October 31st, 2008 at 7:29 pm
Cap,
I’ve read you say that unused credit cards hurt your credit score. I have two cards, one with a $1,500 limit and 24% interest rate, opened in 2005, and one with a $12,000 credit limit, 14% interest rate, opened in 2006. The first card has a zero balance and I haven’t used it since 2007. The second one I use all the time, (it’s a rewards card), and I’ve been paying off my full balance every month for the past 4 months, and plan to continue to do so.
So my question is, should I close the first card? If I close it, will it help or harm my credit score? I have no intention of using it (the interest rate is outrageous) and it’s a store card. The balance is also really low. But I’ve also read that it’s important how old the account is, and that’s my oldest account. So, should I close it? And if so, is there anything else I should be doing before closing it to get the most out of that account for my credit report?
Thanks!
October 31st, 2008 at 7:53 pm
rudie: sorry about the confusion as I should have made that more clear. your first card opened in 2005 shouldn’t be hurting your score or credit base on what you’ve told me.
the reason why I mentioned having unnecessary amount of credit card accounts open is that some mortgage lenders view an excessive amount of opened credit cards account as a negative. this only applies to some, and you’ll need to do research prior to looking for a mortgage to see if this is an issue you need to address (6 months in advance preferably).
while 24% interest is ridiculous, since you’re not carrying a balance or using the store card, that’s a moot point. I wouldn’t close it unless its charging you an annual fee or some sort.

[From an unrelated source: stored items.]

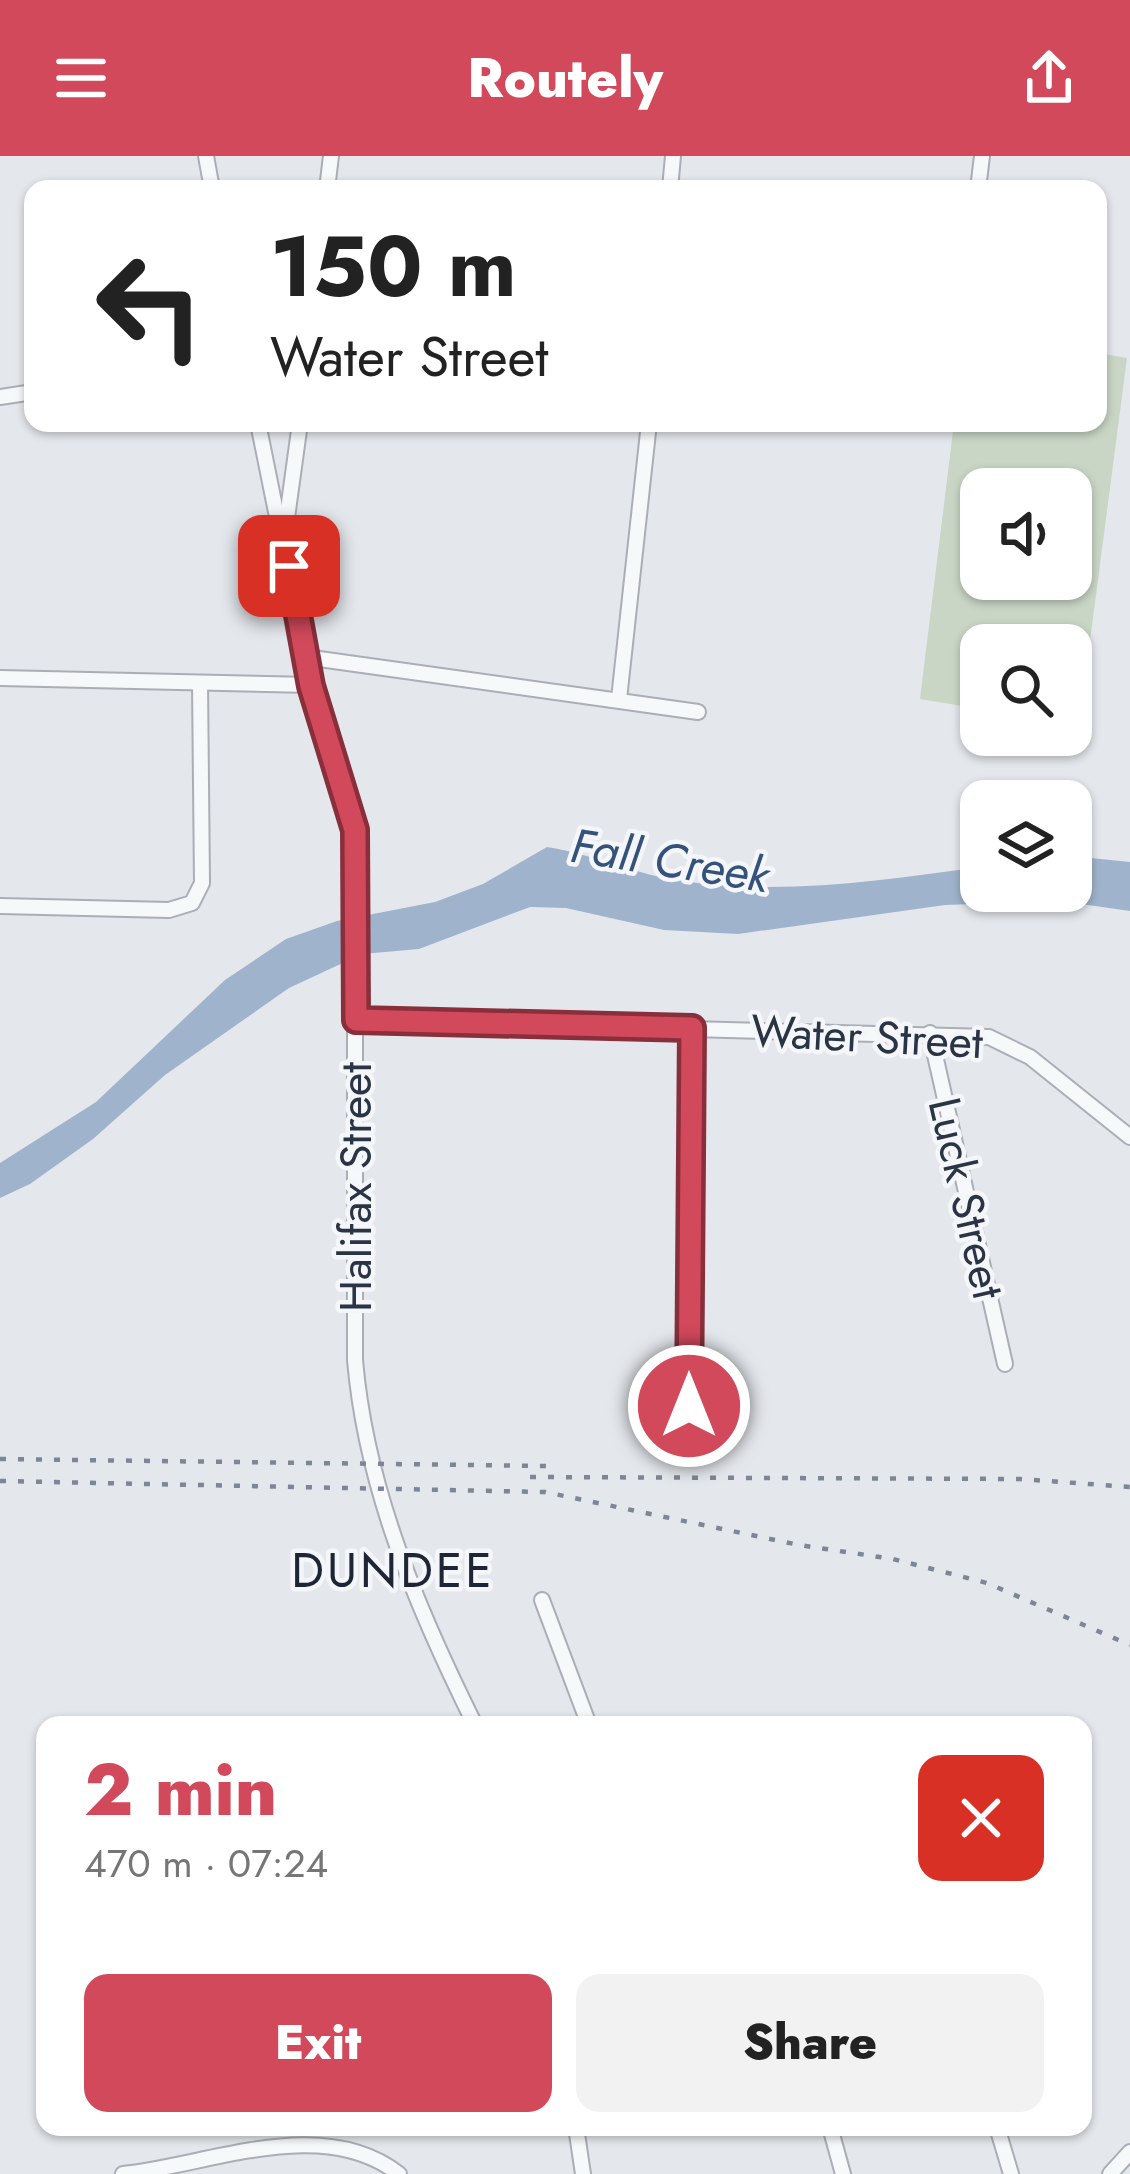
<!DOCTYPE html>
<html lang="en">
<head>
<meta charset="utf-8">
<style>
	:root { --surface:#fff; --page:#f2f2f2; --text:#222; --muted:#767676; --accent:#d1495b }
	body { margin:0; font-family:Jost,sans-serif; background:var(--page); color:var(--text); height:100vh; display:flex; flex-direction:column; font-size:45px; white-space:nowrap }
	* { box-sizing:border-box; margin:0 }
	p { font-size:39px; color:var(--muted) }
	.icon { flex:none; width:66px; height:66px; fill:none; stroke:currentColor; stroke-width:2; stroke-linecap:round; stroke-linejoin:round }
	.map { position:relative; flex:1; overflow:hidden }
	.drawer { position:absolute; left:36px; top:1560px; width:1056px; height:420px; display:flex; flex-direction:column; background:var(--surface); border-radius:24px; box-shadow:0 3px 9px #0004 }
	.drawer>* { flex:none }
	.top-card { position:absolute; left:24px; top:24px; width:1083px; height:252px; border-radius:24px; box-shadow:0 3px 9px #0004; background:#fff; color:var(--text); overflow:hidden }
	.tools { position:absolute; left:960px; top:312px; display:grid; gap:24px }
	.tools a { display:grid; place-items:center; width:132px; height:132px; border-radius:24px; background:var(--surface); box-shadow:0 3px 9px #0004; font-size:60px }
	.pin { position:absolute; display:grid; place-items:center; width:102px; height:102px; color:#fff; margin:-51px; border-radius:24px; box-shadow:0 6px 18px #0006 }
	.me { position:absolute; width:132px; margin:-66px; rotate:0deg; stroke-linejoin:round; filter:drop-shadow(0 0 9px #0008) }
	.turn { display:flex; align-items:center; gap:42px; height:252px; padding:0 48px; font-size:54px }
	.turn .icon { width:156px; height:156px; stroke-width:2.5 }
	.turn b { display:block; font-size:84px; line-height:102px }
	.round { display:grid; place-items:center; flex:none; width:126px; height:126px; border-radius:24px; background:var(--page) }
	.head { display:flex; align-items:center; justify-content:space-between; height:204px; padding:0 48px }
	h1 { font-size:72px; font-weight:800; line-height:90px; color:var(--accent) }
	.action { display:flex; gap:24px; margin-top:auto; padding:24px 48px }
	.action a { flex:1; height:138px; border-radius:24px; background:var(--accent); color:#fff; font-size:48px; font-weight:800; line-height:138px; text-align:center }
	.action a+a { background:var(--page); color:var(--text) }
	header { display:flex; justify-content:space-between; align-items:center; height:156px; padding:0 48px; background:var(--accent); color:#fff; font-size:54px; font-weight:800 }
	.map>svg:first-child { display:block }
</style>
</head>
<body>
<header><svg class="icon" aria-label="menu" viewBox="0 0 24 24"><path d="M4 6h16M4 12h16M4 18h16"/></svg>Routely<svg class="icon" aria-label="share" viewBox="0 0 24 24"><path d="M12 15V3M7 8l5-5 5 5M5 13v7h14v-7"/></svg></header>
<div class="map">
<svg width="1130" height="2018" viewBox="0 0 1130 2018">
	<rect width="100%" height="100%" fill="#e4e7ec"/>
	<path fill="#c9d6c5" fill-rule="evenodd" d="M1098 197 1127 202 1079 569 1071 568V489H981V553L920 543 954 267H1098ZM1071 333V423H981V333Z"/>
	<path fill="#9fb4cc" d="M547 691C593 698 636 719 683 725 782 740 883 724 981 711V735H1071V700L1130 706V755L1060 745 945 749 738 778 664 774 566 752 530 751 419 793 362 798 289 832 165 919 93 983 30 1028 0 1042V1007L96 946 225 824 286 783 337 765 435 746 483 728Z"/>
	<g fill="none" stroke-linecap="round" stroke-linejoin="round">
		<g stroke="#a9aeb7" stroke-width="18">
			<g id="minor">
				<polyline points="206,0 212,33"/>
				<polyline points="327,33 331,0"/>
				<polyline points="670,33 673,0"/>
				<polyline points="978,33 982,0"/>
				<polyline points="0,241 33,236"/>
				<path d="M258 267 311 529 355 674V1204C366 1333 418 1454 475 1569"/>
				<polyline points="286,369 300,267"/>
				<polyline points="305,501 698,556"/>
				<polyline points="0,522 311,529"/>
				<polyline points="619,543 649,267"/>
				<polyline points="0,750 169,754 192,747 202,727 200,527"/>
				<polyline points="355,864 989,881 1030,901 1130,981"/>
				<polyline points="930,877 1005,1208"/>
				<polyline points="689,1249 692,873"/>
				<polyline points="542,1444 589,1569"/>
				<polyline points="576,1971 583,2018"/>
				<polyline points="830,1971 843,2018"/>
				<polyline points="997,1971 1011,2018"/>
				<path d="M123 2018C210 2009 322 1958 399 2018"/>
				<polyline points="1110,2018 1130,1996"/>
			</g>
		</g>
		<use href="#minor" stroke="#f7f8fa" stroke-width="14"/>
		<g stroke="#7d8696" stroke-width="4.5" stroke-dasharray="6 12" stroke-linecap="butt">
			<polyline points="0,1303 548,1310"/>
			<polyline points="530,1321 1020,1323 1130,1331"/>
			<polyline points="0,1325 545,1336 799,1389 893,1403 987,1427 1130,1489"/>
		</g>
	</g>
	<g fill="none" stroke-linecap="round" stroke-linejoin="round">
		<g stroke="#882f3b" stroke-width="30">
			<polyline id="route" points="289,410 311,530 355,674 356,864 692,872 689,1250"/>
		</g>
		<use href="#route" stroke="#d1495b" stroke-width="21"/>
	</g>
	<g text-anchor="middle" stroke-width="9" stroke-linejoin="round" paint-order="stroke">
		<g font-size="45" fill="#2b3445" stroke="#f4f6f9">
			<text transform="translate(867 880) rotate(3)" y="16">Water Street</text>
			<text transform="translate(355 1031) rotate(-90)" y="16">Halifax Street</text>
			<text transform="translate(967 1042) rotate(77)" y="16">Luck Street</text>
		</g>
		<g font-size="48" font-style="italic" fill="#34527a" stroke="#f4f6f9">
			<text transform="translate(670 704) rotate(9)" y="17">Fall Creek</text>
		</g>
		<g font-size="48" letter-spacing="3" fill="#1d2536" stroke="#f4f6f9">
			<text x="393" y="1431">DUNDEE</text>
		</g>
	</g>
</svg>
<div class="tools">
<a><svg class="icon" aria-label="sound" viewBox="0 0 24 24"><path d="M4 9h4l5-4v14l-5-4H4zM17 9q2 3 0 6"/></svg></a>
<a><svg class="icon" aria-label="search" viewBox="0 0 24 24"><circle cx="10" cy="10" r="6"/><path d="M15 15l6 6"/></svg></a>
<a><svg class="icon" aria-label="layers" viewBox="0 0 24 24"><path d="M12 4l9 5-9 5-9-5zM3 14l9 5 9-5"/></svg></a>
</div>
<div class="pin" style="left:289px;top:410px;background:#d93025"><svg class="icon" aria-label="arrive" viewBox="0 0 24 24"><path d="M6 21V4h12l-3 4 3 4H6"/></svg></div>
<svg class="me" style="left:689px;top:1250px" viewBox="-20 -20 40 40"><circle r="17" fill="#d1495b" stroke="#fff" stroke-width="3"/><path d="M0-11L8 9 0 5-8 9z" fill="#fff"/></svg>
<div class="top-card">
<div class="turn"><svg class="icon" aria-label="left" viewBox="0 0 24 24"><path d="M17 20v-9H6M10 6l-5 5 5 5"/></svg><div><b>150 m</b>Water Street</div></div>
</div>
<section class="drawer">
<div class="head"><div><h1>2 min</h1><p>470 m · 07:24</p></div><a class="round" style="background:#d93025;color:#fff"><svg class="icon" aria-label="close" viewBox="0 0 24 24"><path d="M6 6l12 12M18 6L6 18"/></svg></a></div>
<div class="action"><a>Exit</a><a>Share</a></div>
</section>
</div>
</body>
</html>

in the situation of a unused card, people advise against closing in two situation: account age, which you’ve mentioned, and its potential impact to credit limit to debt ratio. as the store card in question has a low limit already, and you dont seem to be carrying any high balances, I have a feeling even if you decide to close the account, there will be minimal impact on your credit score.
at the end, its your choice. should be spiffy in each case. hope this clears it up!
November 4th, 2008 at 7:47 am
There is one more thing worth mentioning: as soon as you are a day late paying off a store credit card, the company reports you to the credit bureau and your credit goes down as fast as the stock market.
In addition: I was in a situation where I was not receiving my statements. Instead of calling me for the $10 payment that was left, they wrote me off as a ‘bad loan’, and it went onto my credit history.
Be careful!!
December 12th, 2008 at 10:26 pm
Yikes! I just signed up for a Macy’s card. I don’t know what happen to me that day. I usualy have no problem saying “no.” I will have to cancel the card in 6 months to a year from now.